If standing pat were a sporting event, the Federal Open Market Committee (FOMC) would be poised for Olympic gold. Once again this month, the policy-setting group opted to maintain interest rates at their current record lows, between 0% and 0.25%. Additionally, the FOMC kept the size of its bond-buying program unchanged at $600 billion. The central bankers appear to have a tunnel-vision focus on the jobs market, as evidenced by the opening remark of today's statement: "The economic recovery is continuing, though at a rate that has been insufficient to bring down unemployment." The major market indexes had notched some solid intraday gains ahead of the Fed's afternoon announcement, thanks to respectable retail sales data, but stocks staggered back toward breakeven in the FOMC aftermath.
The Dow Jones Industrial Average (DJIA – 11,476.54) tacked on about 48 points, or 0.4%, after earlier touching a 27-month peak of 11,514.08. Nineteen of the Dow's 30 components ended higher, led by AT&T (T) and Kraft Foods (KFT). Meanwhile, JPMorgan Chase (JPM) set the tone for the 10 declining Dow members, while McDonald's (MCD) split the difference by finishing flat. Today's close marks the blue chip barometer's highest daily finish since Sept. 8, 2008.
The S&P 500 Index (SPX – 1,241.59) briefly fell into the red in afternoon trading, but recovered to close on a slim gain of 1.1 points, or 0.09%. Today was the SPX's best daily close since Sept. 19, 2008. Finally, the Nasdaq Composite (COMP – 2,627.72) bounced back from its own trip below the breakeven line, ending the day up 2.8 points, or 0.1%. Unlike its peers, though, the COMP failed to set a fresh two-year closing high, falling short of Friday's finish at 2,637.54.
The late-day selloff from session highs, Wall Street’s second in as many days, erased much of an 86-point rally on the Dow that had been fueled by stronger-than-expected November retail sales.
ANALYST QUOTE :
“The market was due for a pause and people are using the [quiet Fed meeting] to take some chips off the table. The risk-off trade has been gaining some momentum.”
The selling coincided with a slide in the bond market in the wake of the Federal Reserve deciding to keep interest rates at their historically low levels, as expected. The yield on the 10-year note settled near its highest level since May.
“For the first time in this whole multi year experiment on the part of the Fed, the bond market has taken over and has pushed back against the Fed's goal and desire of keeping interest rates low.”
Wall Street mostly yawned at the Fed's policy statement, which showed the central bank voted 10-1 to leave interest rates at their ultralow level. The central bank also didn't announce any changes to its controversial $600 billion quantitative easing plan, which is aimed at boosting the economy and avoiding a deflationary spiral by lowering interest rates.

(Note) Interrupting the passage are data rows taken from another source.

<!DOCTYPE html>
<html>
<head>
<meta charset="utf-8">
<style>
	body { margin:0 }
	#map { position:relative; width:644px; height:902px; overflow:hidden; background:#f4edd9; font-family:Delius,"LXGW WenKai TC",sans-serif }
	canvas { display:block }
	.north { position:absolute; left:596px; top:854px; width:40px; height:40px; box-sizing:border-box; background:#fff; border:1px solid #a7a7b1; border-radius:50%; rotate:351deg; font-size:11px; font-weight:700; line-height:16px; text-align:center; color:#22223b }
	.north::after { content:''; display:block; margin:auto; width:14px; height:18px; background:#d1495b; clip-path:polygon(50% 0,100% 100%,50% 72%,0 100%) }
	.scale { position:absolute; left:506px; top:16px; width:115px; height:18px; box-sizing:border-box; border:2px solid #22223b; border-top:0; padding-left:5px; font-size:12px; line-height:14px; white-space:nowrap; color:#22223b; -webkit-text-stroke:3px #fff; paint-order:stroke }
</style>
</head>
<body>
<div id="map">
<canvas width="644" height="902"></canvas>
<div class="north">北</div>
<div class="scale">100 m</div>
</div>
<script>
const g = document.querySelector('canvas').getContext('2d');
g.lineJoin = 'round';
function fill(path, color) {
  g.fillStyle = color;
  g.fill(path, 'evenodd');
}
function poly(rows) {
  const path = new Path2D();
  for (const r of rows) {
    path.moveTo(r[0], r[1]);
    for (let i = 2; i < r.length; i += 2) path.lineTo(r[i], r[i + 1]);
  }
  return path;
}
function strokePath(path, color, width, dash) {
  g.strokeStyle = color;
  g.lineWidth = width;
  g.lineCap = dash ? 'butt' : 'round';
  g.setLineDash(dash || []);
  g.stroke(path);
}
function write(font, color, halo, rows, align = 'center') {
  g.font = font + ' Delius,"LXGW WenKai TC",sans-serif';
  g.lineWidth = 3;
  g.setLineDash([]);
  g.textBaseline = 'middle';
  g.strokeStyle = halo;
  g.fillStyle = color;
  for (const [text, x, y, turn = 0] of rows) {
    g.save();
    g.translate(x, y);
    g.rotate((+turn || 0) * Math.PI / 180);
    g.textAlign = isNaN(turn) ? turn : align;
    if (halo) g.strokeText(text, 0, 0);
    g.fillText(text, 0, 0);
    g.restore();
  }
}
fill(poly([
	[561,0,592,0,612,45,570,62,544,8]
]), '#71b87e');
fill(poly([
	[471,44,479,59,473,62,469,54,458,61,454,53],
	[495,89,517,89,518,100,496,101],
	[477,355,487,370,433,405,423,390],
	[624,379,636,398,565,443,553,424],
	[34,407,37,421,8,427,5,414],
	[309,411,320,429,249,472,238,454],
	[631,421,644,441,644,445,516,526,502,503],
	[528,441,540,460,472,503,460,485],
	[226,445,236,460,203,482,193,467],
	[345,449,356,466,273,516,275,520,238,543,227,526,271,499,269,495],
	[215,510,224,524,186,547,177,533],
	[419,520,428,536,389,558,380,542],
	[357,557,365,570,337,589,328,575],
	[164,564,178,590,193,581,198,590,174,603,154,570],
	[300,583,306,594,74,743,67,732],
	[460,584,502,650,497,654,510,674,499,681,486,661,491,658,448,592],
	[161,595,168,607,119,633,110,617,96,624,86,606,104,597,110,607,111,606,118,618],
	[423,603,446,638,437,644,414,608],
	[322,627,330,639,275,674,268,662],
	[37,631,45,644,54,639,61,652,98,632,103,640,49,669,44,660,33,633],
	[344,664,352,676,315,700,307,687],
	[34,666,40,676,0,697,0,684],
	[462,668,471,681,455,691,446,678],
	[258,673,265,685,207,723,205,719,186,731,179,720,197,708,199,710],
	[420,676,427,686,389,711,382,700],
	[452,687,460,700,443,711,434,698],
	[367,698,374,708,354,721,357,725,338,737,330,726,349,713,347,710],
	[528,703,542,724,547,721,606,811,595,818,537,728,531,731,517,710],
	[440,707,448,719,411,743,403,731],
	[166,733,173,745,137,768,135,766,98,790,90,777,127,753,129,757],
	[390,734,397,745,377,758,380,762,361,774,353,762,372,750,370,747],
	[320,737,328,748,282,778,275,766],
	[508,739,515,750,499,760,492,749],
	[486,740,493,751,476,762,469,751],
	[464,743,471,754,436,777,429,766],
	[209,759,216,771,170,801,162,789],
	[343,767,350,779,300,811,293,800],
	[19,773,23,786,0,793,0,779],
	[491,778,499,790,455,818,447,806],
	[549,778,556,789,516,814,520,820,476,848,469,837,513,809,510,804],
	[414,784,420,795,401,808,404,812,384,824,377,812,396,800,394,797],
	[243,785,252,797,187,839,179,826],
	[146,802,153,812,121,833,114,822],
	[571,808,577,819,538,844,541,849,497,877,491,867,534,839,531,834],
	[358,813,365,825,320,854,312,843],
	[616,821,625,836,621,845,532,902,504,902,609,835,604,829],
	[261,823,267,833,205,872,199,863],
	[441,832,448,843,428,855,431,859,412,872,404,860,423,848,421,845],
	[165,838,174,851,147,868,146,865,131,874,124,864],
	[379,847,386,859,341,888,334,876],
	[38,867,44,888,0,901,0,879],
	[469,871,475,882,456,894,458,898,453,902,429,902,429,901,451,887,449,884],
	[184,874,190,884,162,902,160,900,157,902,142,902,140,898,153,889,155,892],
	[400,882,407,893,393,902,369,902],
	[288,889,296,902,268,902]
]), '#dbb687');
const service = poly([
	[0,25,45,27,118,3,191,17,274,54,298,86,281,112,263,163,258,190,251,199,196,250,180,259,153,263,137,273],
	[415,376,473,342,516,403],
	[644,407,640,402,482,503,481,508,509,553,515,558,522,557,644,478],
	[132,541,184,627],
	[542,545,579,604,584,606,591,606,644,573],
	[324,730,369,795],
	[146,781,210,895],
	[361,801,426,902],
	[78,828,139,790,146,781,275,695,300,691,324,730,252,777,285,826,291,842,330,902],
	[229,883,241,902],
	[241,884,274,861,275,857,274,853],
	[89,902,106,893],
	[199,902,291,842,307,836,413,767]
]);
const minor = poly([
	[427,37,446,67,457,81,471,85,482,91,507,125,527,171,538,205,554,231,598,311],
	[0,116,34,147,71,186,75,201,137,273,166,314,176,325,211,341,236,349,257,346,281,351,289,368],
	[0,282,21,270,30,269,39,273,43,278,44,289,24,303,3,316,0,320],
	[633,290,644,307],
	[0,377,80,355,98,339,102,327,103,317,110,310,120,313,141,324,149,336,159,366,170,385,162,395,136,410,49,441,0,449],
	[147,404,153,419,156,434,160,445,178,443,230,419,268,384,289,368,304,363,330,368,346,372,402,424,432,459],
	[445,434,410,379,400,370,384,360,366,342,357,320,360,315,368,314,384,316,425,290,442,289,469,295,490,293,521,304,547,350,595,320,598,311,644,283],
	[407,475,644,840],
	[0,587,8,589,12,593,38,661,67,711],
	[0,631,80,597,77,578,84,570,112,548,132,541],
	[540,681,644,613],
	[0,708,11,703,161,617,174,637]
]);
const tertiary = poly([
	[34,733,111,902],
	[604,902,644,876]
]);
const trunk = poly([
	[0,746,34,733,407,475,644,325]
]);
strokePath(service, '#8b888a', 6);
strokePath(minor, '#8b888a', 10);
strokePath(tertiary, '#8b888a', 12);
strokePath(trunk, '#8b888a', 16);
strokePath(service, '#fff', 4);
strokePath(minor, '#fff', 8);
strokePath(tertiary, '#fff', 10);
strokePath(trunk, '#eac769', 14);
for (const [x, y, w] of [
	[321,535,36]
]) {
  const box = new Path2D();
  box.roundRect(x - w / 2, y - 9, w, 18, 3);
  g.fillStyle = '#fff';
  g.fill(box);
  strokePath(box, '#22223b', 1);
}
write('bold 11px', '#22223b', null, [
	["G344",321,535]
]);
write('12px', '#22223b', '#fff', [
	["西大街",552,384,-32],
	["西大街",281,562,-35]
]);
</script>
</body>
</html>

The recovery is continuing, "though at a rate that has been insufficient to bring down unemployment", the Fed said in its statement.
Yet the Fed's inability to keep interest rates from rising was on display immediately after the meeting ended, with the yield on Treasurys hitting seven-month highs. The selloff in the bond market is partly a reflection of increased optimism about the economic recovery. However, it is also likely to have a dampening effect on the fragile economy by increasing borrowing costs for companies and individuals.
Still, the Dow closed at its highest level since September 3, 2010, joining its peers by making fresh 2010 highs.
TECHNICAL ANALYSIS >>> DJIA 15 Dec 2010
The Dow closed higher on Tuesday as it extends this year's high. The mid-range close sets the stage for a steady to higher opening on Wednesday. Stochastics and the RSI are overbought, diverging but are turning bullish signaling that additional short-term gains are still possible. If the Dow extends this year's rally, the August 2008 high crossing at 11,867 is the next upside target. Closes below the 20-day moving average crossing at 11,238 would temper the near-term bullish outlook in the market.
First resistance is today's high crossing at 11,514. Second resistance is the August 2008 high crossing at 11,867. First support is the 10-day moving average crossing at 11,379. Second support is the 20-day moving average crossing at 11,238.